WHAT NEEDS TO BE DONE:
Omit each picture as you copy the entries exactly.

THE DATA:
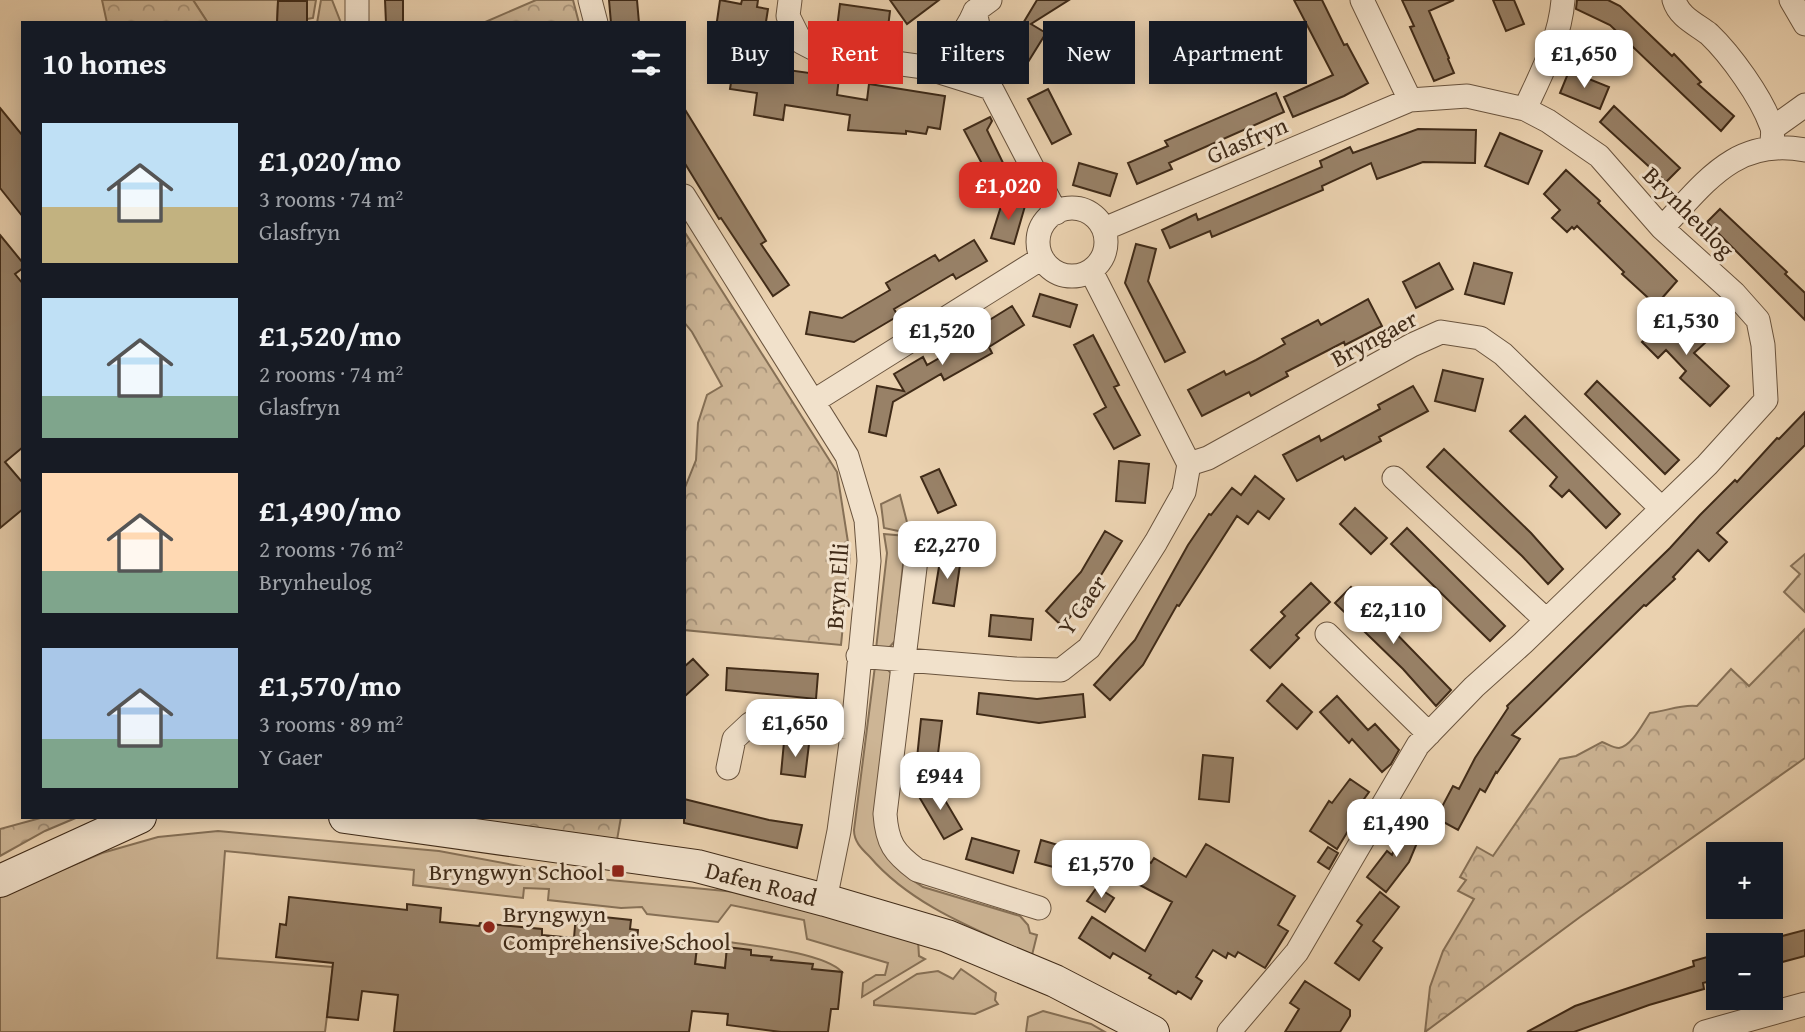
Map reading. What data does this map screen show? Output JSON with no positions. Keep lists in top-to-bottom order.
{
  "streets": {
    "street": [
      "Glasfryn",
      "Brynheulog",
      "Bryngaer",
      "Bryn Elli",
      "Y Gaer",
      "Dafen Road"
    ]
  },
  "crossings": [
    ["Glasfryn", "Brynheulog"],
    ["Brynheulog", "Bryngaer"],
    ["Bryngaer", "Y Gaer"],
    ["Bryn Elli", "Y Gaer"],
    ["Bryn Elli", "Dafen Road"]
  ],
  "places": {
    "transit": ["Bryngwyn School"],
    "other": ["Bryngwyn Comprehensive School"]
  },
  "page": {
    "chip": [
      "Buy",
      "Rent",
      "Filters",
      "New",
      "Apartment"
    ],
    "heading": "10 homes",
    "price": [
      "£1,650",
      "£1,020",
      "£1,530",
      "£1,520",
      "£2,270",
      "£2,110",
      "£1,650",
      "£944",
      "£1,490",
      "£1,570"
    ],
    "list": [
      {
        "name": "£1,020/mo",
        "note": "3 rooms · 74 m² · Glasfryn"
      },
      {
        "name": "£1,520/mo",
        "note": "2 rooms · 74 m² · Glasfryn"
      },
      {
        "name": "£1,490/mo",
        "note": "2 rooms · 76 m² · Brynheulog"
      },
      {
        "name": "£1,570/mo",
        "note": "3 rooms · 89 m² · Y Gaer"
      }
    ],
    "map_buttons": ["+", "−"]
  }
}
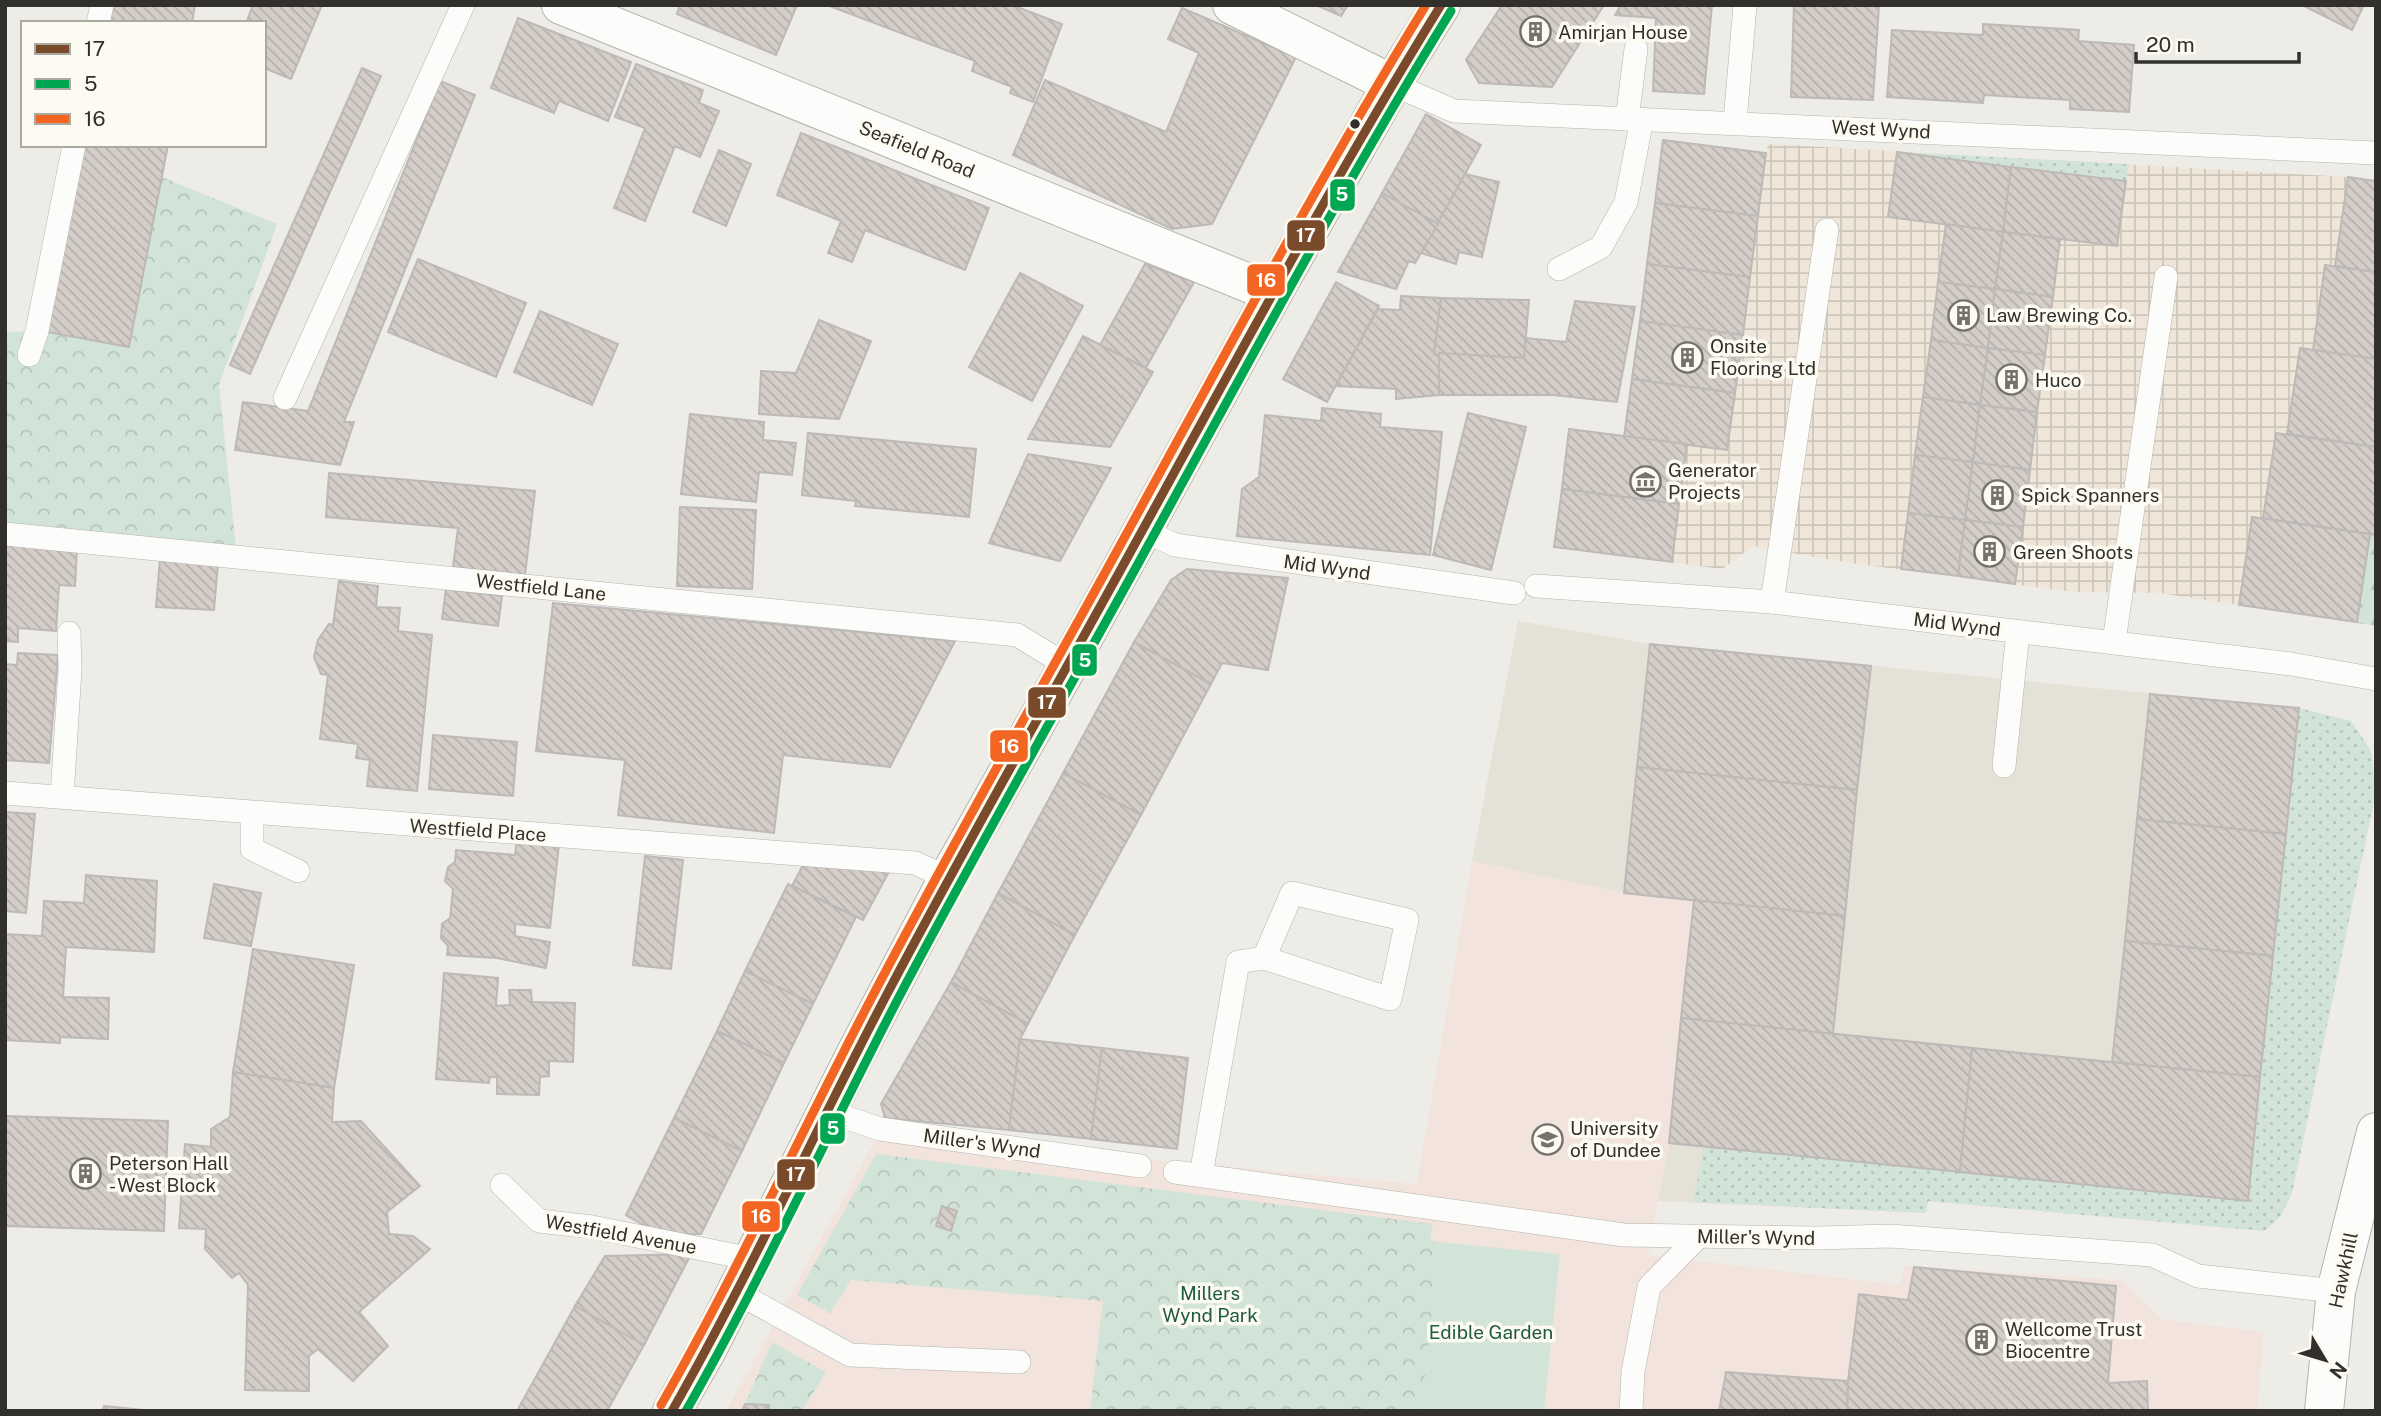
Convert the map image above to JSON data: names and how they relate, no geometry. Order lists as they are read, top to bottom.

ANSWER SECTION:
Map reading. What data does this map screen show? Output JSON with no positions. Keep lists in top-to-bottom order.
{
  "streets": {
    "street": [
      "Glasfryn",
      "Brynheulog",
      "Bryngaer",
      "Bryn Elli",
      "Y Gaer",
      "Dafen Road"
    ]
  },
  "crossings": [
    ["Glasfryn", "Brynheulog"],
    ["Brynheulog", "Bryngaer"],
    ["Bryngaer", "Y Gaer"],
    ["Bryn Elli", "Y Gaer"],
    ["Bryn Elli", "Dafen Road"]
  ],
  "places": {
    "transit": ["Bryngwyn School"],
    "other": ["Bryngwyn Comprehensive School"]
  },
  "page": {
    "chip": [
      "Buy",
      "Rent",
      "Filters",
      "New",
      "Apartment"
    ],
    "heading": "10 homes",
    "price": [
      "£1,650",
      "£1,020",
      "£1,530",
      "£1,520",
      "£2,270",
      "£2,110",
      "£1,650",
      "£944",
      "£1,490",
      "£1,570"
    ],
    "list": [
      {
        "name": "£1,020/mo",
        "note": "3 rooms · 74 m² · Glasfryn"
      },
      {
        "name": "£1,520/mo",
        "note": "2 rooms · 74 m² · Glasfryn"
      },
      {
        "name": "£1,490/mo",
        "note": "2 rooms · 76 m² · Brynheulog"
      },
      {
        "name": "£1,570/mo",
        "note": "3 rooms · 89 m² · Y Gaer"
      }
    ],
    "map_buttons": ["+", "−"]
  }
}
Convert the map image above to JSON data: names and how they relate, no geometry. Order lists as they are read, top to bottom.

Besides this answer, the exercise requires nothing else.